Tingkatan pertama : Manusia yang mengerutu, mendongkol,  tidak mau menerima. Ini direfleksikan dengan hati yang tidak menerima, dengan lisannya berupa umpatan dan dengan anggota badan seperti menampar nampar pipi sendiri, merobek robek baju dan yang lainnya. Semua ini haram hukumnya karena menafikan kewajiban dan perintah bersabar.

Tingkatan kedua : Bersabar atas musibah. Hal ini seperti ungkapan seorang penyair : “Sabar itu seperti namanya, pahit rasanya. Akan tetapi hasilnya lebih manis daripada madu”.
Manusia dalam tingkatan ini beranggapan bahwa musibah tersebut sebenarnya berat baginya akan tetapi dia kuat menanggungnya. Dia tidak suka musibah itu terjadi tetapi iman yang ada di hatinya menjaganya dari menggerutu. Terjadi musibah atau tidak terjadinya musibah tidak sama baginya. Perbuatan atau sikap seperti itu wajib hukumnya karena Allah Ta’ala memerintahkan untuk bersabar sebagaimana dalam firman-Nya : Washbiruu, innallaha ma’ash shaabiriin” Dan bersabarlah. Sesungguhnya Allah bersama orang orang yang sabar. (Q.S al Anfal 46).

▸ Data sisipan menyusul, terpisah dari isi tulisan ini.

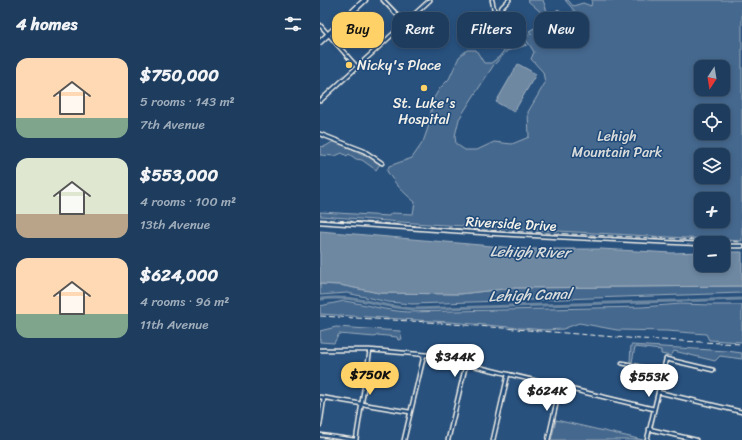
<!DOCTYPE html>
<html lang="en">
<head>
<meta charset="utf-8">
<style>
  body { margin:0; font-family:Sriracha,sans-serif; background:#264464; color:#f1f3f6; height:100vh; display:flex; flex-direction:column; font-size:15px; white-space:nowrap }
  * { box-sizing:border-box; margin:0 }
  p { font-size:13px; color:#a1aebc }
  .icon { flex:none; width:22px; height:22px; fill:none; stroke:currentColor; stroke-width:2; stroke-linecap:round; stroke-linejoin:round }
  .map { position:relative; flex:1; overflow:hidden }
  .panel { display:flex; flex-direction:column; background:#1e3d5e; width:320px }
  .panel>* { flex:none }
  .banner { position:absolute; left:12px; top:12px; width:350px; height:36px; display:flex; gap:8px }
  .needle { width:26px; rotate:192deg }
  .buttons { position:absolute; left:374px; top:60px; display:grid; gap:8px }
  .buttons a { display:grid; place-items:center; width:36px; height:36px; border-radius:8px; background:#1e3d5e; box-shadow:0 2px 6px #0003,0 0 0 1px #3c5673; font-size:20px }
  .price { position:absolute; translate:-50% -34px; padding:0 9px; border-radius:14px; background:#fff; color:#222; font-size:13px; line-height:26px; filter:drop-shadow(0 1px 2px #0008) }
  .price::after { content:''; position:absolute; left:50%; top:24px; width:12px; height:9px; margin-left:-6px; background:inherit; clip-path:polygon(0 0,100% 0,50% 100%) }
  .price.on { background:#ffd166; color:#111 }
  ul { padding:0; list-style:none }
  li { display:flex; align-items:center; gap:12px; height:100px; padding:0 16px }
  li span { display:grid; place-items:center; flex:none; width:112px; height:80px; border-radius:12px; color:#555 }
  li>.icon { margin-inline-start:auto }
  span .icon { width:48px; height:48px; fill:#fffc; stroke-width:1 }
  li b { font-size:17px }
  h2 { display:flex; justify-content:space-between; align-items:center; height:48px; padding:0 16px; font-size:17px }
  .pill { padding:0 14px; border-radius:12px; background:#1e3d5e; box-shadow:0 2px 6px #0003,0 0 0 1px #3c5673; font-size:14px; line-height:36px }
  .pill.on { background:#ffd166; color:#111 }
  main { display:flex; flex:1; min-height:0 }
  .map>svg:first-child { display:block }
</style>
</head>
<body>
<main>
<section class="panel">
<h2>4 homes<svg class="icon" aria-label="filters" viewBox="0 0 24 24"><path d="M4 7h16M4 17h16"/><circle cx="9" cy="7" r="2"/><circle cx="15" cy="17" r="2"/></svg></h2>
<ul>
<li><span style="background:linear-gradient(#ffd9b3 75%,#7fa58c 0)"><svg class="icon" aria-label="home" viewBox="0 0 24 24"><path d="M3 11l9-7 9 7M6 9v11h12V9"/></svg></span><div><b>$750,000</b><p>5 rooms · 143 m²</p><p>7th Avenue</p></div></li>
<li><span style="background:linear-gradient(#dfe7d0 70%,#b9a48a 0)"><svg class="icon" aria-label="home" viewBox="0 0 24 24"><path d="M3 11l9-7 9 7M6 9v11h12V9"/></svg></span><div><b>$553,000</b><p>4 rooms · 100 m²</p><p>13th Avenue</p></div></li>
<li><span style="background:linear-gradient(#ffd9b3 70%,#7fa58c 0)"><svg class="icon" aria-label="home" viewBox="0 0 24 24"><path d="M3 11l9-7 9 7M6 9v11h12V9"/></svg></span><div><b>$624,000</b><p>4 rooms · 96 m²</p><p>11th Avenue</p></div></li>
</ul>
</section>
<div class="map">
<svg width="422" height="440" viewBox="0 0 422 440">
  <rect width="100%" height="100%" fill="#28517e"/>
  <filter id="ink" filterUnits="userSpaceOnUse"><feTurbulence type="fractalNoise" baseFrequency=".025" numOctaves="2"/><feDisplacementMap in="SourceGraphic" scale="8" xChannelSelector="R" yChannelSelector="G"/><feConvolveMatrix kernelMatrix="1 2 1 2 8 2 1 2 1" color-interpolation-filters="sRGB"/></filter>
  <g filter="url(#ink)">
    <path fill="#45688e" stroke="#9cacbb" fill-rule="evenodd" d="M207,0H223L229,17L238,9L251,21L258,15L245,0H248L253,6L263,3L271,6L272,0H422V241L108,224L0,216V212L69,216L71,213L93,214L95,202C84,193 74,183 67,171L69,166L92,158L103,142L110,122L112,101L120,88L129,79L139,57L147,50H156L164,63H171L179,57L197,34L176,9L179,10L197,31L200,38L207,45L190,50H188L173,66L139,119L135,136L136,144L145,150H157L174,142L192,144L209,137L208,112L225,83L223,72L211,59L214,52C210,44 203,38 200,30L201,28L208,35L212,34L209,31L227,21L225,16ZM381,67H403V89H381ZM381,111H403V133H381ZM381,155H403V177H381ZM381,199H403V221H381Z
      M14,141L49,157L60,164L56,170L42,160L36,159L29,154L27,156L22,153L15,156L0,155V147L6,146Z
      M0,284L20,285L59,293L140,294L192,288L422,286V293L92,304L68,302L27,293L0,295Z
      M24,301C46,304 66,311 88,312L322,307L361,304L391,305H422V342L389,340L386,334L347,331L297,330L259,323L243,329L225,330L129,322L0,314V306Z
      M16,327L80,331L82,339L78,340L77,337L57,335L55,337L19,334L14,343L0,342V331Z
      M311,345L407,351L422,353V359L400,356L395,361L354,351L351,356L341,354V350L315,347L312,362H310Z
      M236,420L323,440H231Z"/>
    <path fill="#6e88a2" stroke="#a4b2be" d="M198,64L216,74L194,112L176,102Z
      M0,231L206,249H281L352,253L381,252V265H403V252H422V286L193,288L140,294L59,293L20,285L0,284Z"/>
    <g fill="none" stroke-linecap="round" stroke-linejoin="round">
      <path stroke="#6e88a2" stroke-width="3" d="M0,299C36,294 58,307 92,309L422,299"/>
      <defs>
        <path id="minor" d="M63,0L85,23
          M172,0L175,14
          M189,0L182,7L181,9L186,18L198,30
          M0,25L37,67
          M0,101L110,0
          M0,134L44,151L62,163
          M0,222L179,234L381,244
          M403,246H422
          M0,350H50L108,355L334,409
          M302,363L343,372
          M338,392L422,412
          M0,397L90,412
          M0,425L4,398
          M329,429L376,440
          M0,435L35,440
          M36,440L50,350
          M84,440L104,355
          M128,440L146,364
          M173,440L188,374
          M228,440L240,387
          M327,440L346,359L393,370"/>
        <path id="secondary" d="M0,42L45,0"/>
      </defs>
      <use href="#minor" stroke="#f4f1e8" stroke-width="5.5"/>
      <use href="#secondary" stroke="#f4f1e8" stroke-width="7"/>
      <use href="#minor" stroke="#1f4a7a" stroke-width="2.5"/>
      <use href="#secondary" stroke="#1f4a7a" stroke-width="4"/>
      <path stroke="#f4f1e8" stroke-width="1" stroke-dasharray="6 3" stroke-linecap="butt" d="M0,219L143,229L422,242
        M0,316L108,322L320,339L422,344"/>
    </g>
  </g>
  <g fill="#ffd166" stroke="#1f4a7a" stroke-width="1.5">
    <circle cx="29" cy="65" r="4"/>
    <circle cx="104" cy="88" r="4"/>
  </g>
  <g text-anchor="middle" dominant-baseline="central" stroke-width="3" stroke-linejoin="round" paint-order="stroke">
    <g font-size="14" fill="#f4f1e8" stroke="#1f4a7a" text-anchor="start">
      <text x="37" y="65">Nicky's Place</text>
      <text x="104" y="103" text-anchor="middle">St. Luke's<tspan x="104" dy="16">Hospital</tspan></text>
    </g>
    <g font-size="14" fill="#dadcda" stroke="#1f4a7a">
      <text x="297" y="136">Lehigh<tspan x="297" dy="16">Mountain Park</tspan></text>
    </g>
    <g font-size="14" fill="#f4f1e8" stroke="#1f4a7a">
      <text transform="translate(191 224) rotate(3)">Riverside Drive</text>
    </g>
    <g font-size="15" font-style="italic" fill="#d9dcda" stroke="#1f4a7a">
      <text transform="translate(210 252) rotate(1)">Lehigh River</text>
      <text transform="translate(210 295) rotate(-2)">Lehigh Canal</text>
    </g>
  </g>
</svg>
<div class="buttons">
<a><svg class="needle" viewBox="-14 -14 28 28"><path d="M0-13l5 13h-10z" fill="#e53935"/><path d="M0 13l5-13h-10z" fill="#a1aebc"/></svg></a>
<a><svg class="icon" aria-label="locate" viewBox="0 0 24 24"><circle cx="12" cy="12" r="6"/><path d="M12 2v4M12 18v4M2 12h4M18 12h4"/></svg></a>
<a><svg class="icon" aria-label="layers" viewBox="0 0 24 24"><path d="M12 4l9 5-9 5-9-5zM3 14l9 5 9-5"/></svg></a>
<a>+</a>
<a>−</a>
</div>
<b class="price" style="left:135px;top:378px">$344K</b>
<b class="price on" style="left:50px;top:396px">$750K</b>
<b class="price" style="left:329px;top:398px">$553K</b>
<b class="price" style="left:227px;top:412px">$624K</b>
<div class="banner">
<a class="pill on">Buy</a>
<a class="pill">Rent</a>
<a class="pill">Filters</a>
<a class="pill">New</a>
</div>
</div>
</main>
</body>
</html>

Tingkatan ketiga : Ridha terhadapnya seperti keridhaan seseorang terhadap musibah yang dialaminya dimana baginya sama saja, ada dan tidak musibah tersebut. Adanya musibah tidak membuatnya sesak dan tidak (merasa) berat menanggungnya.  Sikap seperti ini dianjurkan tapi bukan suatu kewajiban menurut pendapat yang raajih.  
  
Perbedaan antara tingkatan ini dan tingkatan kedua diatas amat jelas. Sebab dalam tingkatan ketiga ini ada dan tidak adanya musibah sama saja bagi orang yang mengalaminya sementara pada tingkatan kedua adanya musibah dirasakan sulit baginya tetapi dia bersabar.

Tingkatan keempat : Bersyukur terhadap musibah. Ini merupakan tingkatan paling tinggi. Hal ini dilazimkan oleh orang yang mengalaminya dengan bersyukur kepada Allah Ta’ala atas musibah apa saja yang dialami. 

Dalam hal ini dia mengetahui bahwa musibah ini merupakan sebab atau sarana untuk menghapus semua keburukannya (dosa dosa kecilnya) dan barangkali bisa menambah kebaikannya. Rasulullah bersabda : “Maa min mushiibatin tushiibul muslima illa kaffarallahu bihaa ‘anhu hattasy syaukati yusyaakuhaa” Tiada suatu musibah pun yang menimpa seorang muslim, melainkan dengannya Allah hapuskan (dosa dosa kecil) darinya sampai sampai sebatang duri pun yang menusuknya. (H.R Imam Bukhari no. 5640 dan Imam Muslim no. 2572).